Zaman

642 78 91
                                    

{ 45 OY GELMEDEN YENİ BÖLÜM GELMEYECEKTİR.}

*Dışarıya yağmur,
Yüreğime hasret,
Fikrime sen...
Nasıl yağıyorsunuz üçünüz birden, bir bilsen.

-Gediz Işıklı

| Flashback |

"Gediz."

Omuzumda hissettiğim dürtülme ile kaşlarımı çattım ve kafamı daha da yastığa gömdüm.

"Gediz."

"Hmmm.."

Birden demin hafifçe hissettiğim dokunuşları yerini sert bir yanma hissi alınca inleyerek kalktım.

"Kızım salak mısın ya?"

Kaşlarını çatmış yatağımın boş olan kısmında oturmuş bana bakıyordu. Üstünde gri pofuduk bir pijama vardı. Saçları dağınık topuzdu. Bir kaç perçem saç yüzüne düşüyordu ama o bunu önemsiyormuş gibi durmuyordu. Karnı hafifçe belli olmaya başlamış, hatta bununla beraber benim de canıma okumaya başlamıştı.

"Sabahtan beri sana sesleniyorum!"

"Bir sorun yok değil mi?"

"Var! Hemde çok büyük bir sorun var."

Endişe ile ona yaklaştım. "Sorun nedir? Hastaneye gidebiliriz."

"Canım karpuz istiyor."

"Ne?"

"Duydun işte canım çok fazla karpuz istiyor."

Duraksadım. Üçüncü ayın ortalarına doğru iştahı aşırı derecede açılmıştı.

"Sorun bu muydu?"

Kaşlarını çatınca hemen durumu toparlamak için konuşmaya başladım.

"Yani, aman tanrım! Niye daha erken uyanamadım ki. Hemen gidip sana Şubat ayında karpuz bulayım. Nedir canım, zaten elini atsan karpuza çarpıyor."

Yataktan kalkıp üstüme montumu almıştım.

"Ya Gediz! Canım çekti ama ben ne yapayım? Kızacaksan buradaki miniğe kız."

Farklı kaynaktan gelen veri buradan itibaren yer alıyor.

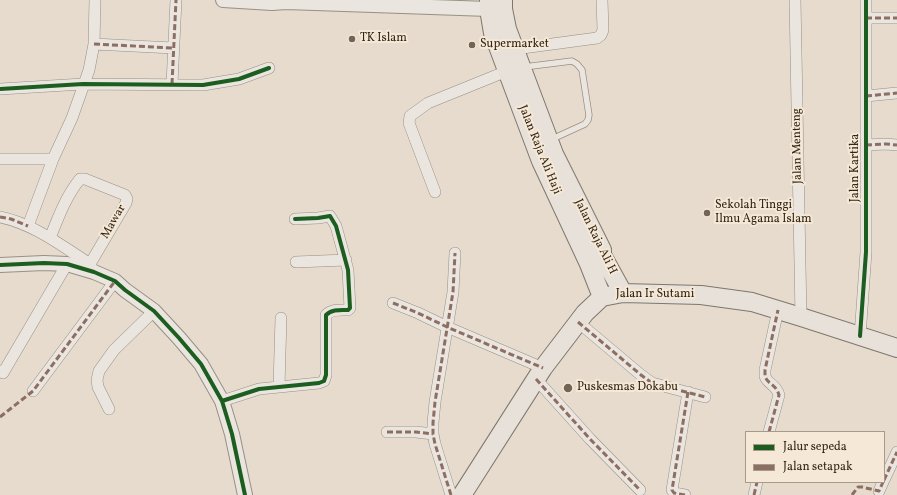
<!DOCTYPE html>
<html>
<head>
<meta charset="utf-8">
<style>
	body { margin:0 }
	#map { position:relative; width:897px; height:495px; overflow:hidden; background:#e6dbcc; font-family:Vollkorn,serif }
	canvas { display:block }
	.legend { position:absolute; left:745px; top:431px; width:140px; height:52px; box-sizing:border-box; background:#f5e8d7; border:1px solid #a89a89; margin:0; padding:5px 7px; list-style:none; font-size:12px; color:#342615 }
	.legend li { display:flex; align-items:center; gap:8px; height:20px }
	.legend b { width:20px; border:1px solid #a89a89 }
</style>
</head>
<body>
<div id="map">
<canvas width="897" height="495"></canvas>
<ul class="legend">
<li><b style="height:5px;background:#1b5e20"></b>Jalur sepeda</li>
<li><b style="height:5px;background:#8d6e63"></b>Jalan setapak</li>
</ul>
</div>
<script>
const context = document.querySelector('canvas').getContext('2d');
context.lineJoin = 'round';
function stroke(path, color, width, dash) { context.strokeStyle = color; context.lineWidth = width; context.lineCap = dash ? 'butt' : 'round'; context.setLineDash(dash || []); context.stroke(path); }
function label(font, color, halo, rows, align = 'center') {
  context.font = font + ' Vollkorn,serif'; context.lineWidth = 4; context.setLineDash([]); context.textBaseline = 'middle'; context.strokeStyle = halo; context.fillStyle = color; for (const [text, x, y, turn = 0] of rows) {
    context.save(); context.translate(x, y); context.rotate((+turn || 0) * Math.PI / 180); context.textAlign = isNaN(turn) ? turn : align; if (halo) context.strokeText(text, 0, 0); context.fillText(text, 0, 0); context.restore();
  }
}
const service = new Path2D(`
	M 524,67 L 572,61 L 577,64 L 582,70 L 589,115 L 588,120 L 585,124 L 550,140`);
const minor = new Path2D(`
	M 795,0 L 801,317
	M 866,18 L 897,18
	M 94,44 L 173,48
	M 515,49 L 597,38 L 601,35 L 603,30 L 602,0
	M 172,84 L 176,0
	M 0,89 L 83,84 L 203,85 L 239,79 L 269,68
	M 866,96 L 897,93
	M 866,145 L 886,144 L 897,145
	M 0,159 L 53,159
	M 435,192 L 409,123 L 410,116 L 428,103 L 507,71
	M 0,217 C 34,224 62,246 90,264 L 93,271
	M 28,226 L 53,159 L 72,118 L 89,70 L 94,44 L 95,0
	M 50,238 C 58,218 66,196 80,179 L 85,179 L 125,195 L 127,199 L 126,203 L 90,264
	M 296,262 L 346,260
	M 393,303 L 418,313 L 447,327 L 543,368
	M 578,322 L 641,375 L 652,383 L 705,397
	M 860,336 L 866,252 L 866,0
	M 0,371 L 3,373 L 67,264
	M 536,379 L 590,439 L 640,490
	M 279,386 L 281,318
	M 33,391 L 115,281
	M 222,401 L 259,389 L 319,383 L 324,381 L 326,375 L 326,315 C 332,309 340,310 348,310 L 350,308 L 348,270 L 336,226 L 330,216 L 318,218 L 295,219
	M 109,409 L 98,387 L 97,380 L 99,371 L 114,350 L 154,311
	M 387,432 L 416,432 L 433,434
	M 769,432 L 779,395 C 776,384 767,384 765,376 C 765,374 765,372 765,370 L 778,310
	M 884,480 L 897,452
	M 879,491 L 883,482
	M 451,495 L 435,444 L 433,434 L 433,423 L 435,402 L 453,292 L 455,253
	M 685,495 L 674,493 L 672,490 L 688,392
	M 754,495 L 757,482`);
const tertiary = new Path2D(`
	M 223,0 L 272,3 L 286,2 L 489,9
	M 0,265 L 44,263 L 67,264 L 94,272 L 115,281 L 125,290 L 154,311 L 179,338 L 201,364 L 222,401 L 232,434 L 245,495`);
const primary = new Path2D(`
	M 489,0 L 489,9 L 493,33 L 541,161 L 589,264 L 602,297
	M 503,0 L 503,9 L 507,29 L 554,154 L 602,250 L 602,255 L 623,293
	M 462,495 L 543,368 L 585,313 L 602,297 L 623,293 L 701,295 L 752,302 L 801,317 L 897,348`);
const quiet = new Path2D(`
	M 866,18 L 897,18
	M 94,44 L 173,48
	M 172,84 L 176,0
	M 866,96 L 897,93
	M 866,145 L 886,144 L 897,145
	M 0,217 L 11,219 L 28,226
	M 393,303 L 418,313 L 447,327 L 543,368
	M 578,322 L 641,375 L 652,383 L 705,397
	M 536,379 L 590,439 L 640,490
	M 0,417 L 33,391 L 115,281
	M 387,432 L 416,432 L 433,434
	M 769,432 L 779,395 C 776,384 767,384 765,376 C 765,374 765,372 765,370 L 778,310
	M 884,480 L 897,452
	M 451,495 L 435,444 L 433,434 L 433,423 L 435,402 L 453,292 L 455,253
	M 685,495 L 674,493 L 672,490 L 688,392
	M 754,495 L 757,482
	M 852,495 L 858,487 L 862,487 L 879,491 L 883,482`);
const cycleway = new Path2D(`
	M 0,89 L 83,84 L 203,85 L 239,79 L 269,68
	M 0,265 L 44,263 L 67,264 L 94,272 L 115,281 L 125,290 L 154,311 L 179,338 L 201,364 L 222,401 L 232,434 L 245,495
	M 860,336 L 866,252 L 866,0
	M 222,401 L 259,389 L 319,383 L 324,381 L 326,375 L 326,315 C 332,309 340,310 348,310 L 350,308 L 348,270 L 336,226 L 330,216 L 318,218 L 295,219`);
const markers = [
	[352,39,4,"#726555"],
	[472,45,4,"#726555"],
	[707,213,4,"#726555"],
	[568,388,5,"#726555"]
];
const poiNames = [
	["TK Islam",360,39],
	["Supermarket",480,45],
	["Sekolah Tinggi",715,206],
	["Ilmu Agama Islam",715,220],
	["Puskesmas Dokabu",577,388]
];
const streetNames = [
	["Jalan Menteng",798,146,-91],
	["Jalan Raja Ali Haji",539,150,68],
	["Jalan Kartika",856,168,-90],
	["Mawar",114,222,-60],
	["Jalan Raja Ali H",595,237,64],
	["Jalan Ir Sutami",655,295]
];
stroke(service, '#989085', 7);
stroke(minor, '#989085', 12);
stroke(tertiary, '#989085', 16);
stroke(primary, '#7f776d', 20);
stroke(service, '#eae5de', 5.5);
stroke(minor, '#eae5de', 11);
stroke(tertiary, '#eae5de', 14);
stroke(primary, '#e7e1d9', 18);
stroke(quiet, '#8d6e63', 3, [6, 3]);
stroke(cycleway, '#1b5e20', 4);
for (const [x, y, r, color] of markers) { const dot = new Path2D(); dot.arc(x, y, r, 0, 2 * Math.PI); context.fillStyle = color; context.fill(dot); stroke(dot, '#f5e8d7', 1.5); }
label('12px', '#342615', '#f5e8d7', poiNames, 'left');
label('12px', '#342615', '#f5e8d7', streetNames);
</script>
</body>
</html>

Gülümseyip yanağından bir makas aldım. Aşağıya inerken bu havada nasıl karpuzu bulacağımı düşünüyordum.

Arabama doğru ilerlerken kafamı kaşıyordum düşünceli şekilde. Arabama binip navigasyondan manavlara baktım. Sürmeye başlayınca ne olur ne olmaz diyerekten gözlerimi sağa sola doğru gezdiriyordum.

Bir manavda dursam da orada karpuz bulamamıştım. Bu böyle devam ederken saate baktım. Bir buçuk saati geride bırakmıştım. Tam kapanmak üzere olan bir manav görünce heyecanla kornaya bastım. Hemen araçtan inip oraya koştum. Gördüğüm karpuzla resmen ağlayacaktım.

"Şu karpuzu alabilir miyim lütfen?"

"Kapatıyoruz."

"Bir hamile için alıyorum lütfen."

Emin olamıyormuş gibi baksa da kafasını sallayıp karpuza ilerledi ve poşete koydu. Parasını alıp kasayla ilgilenmeye başlayınca elimdeki karpuza mutlulukla baktım ve arabaya yürüdüm.

Eve sürerken işte şimdi için rahattı. Lydia için her şeyi eksiksiz yapmak beni mutlu ediyordu.

Kısa sürede gelince aşağıya indim ve evin kapısını açıp mutfağa ilerledim. Karpuzu dikkatlice kesip bir tabağa koydum. Çatalı da alıp odaya ilerledim.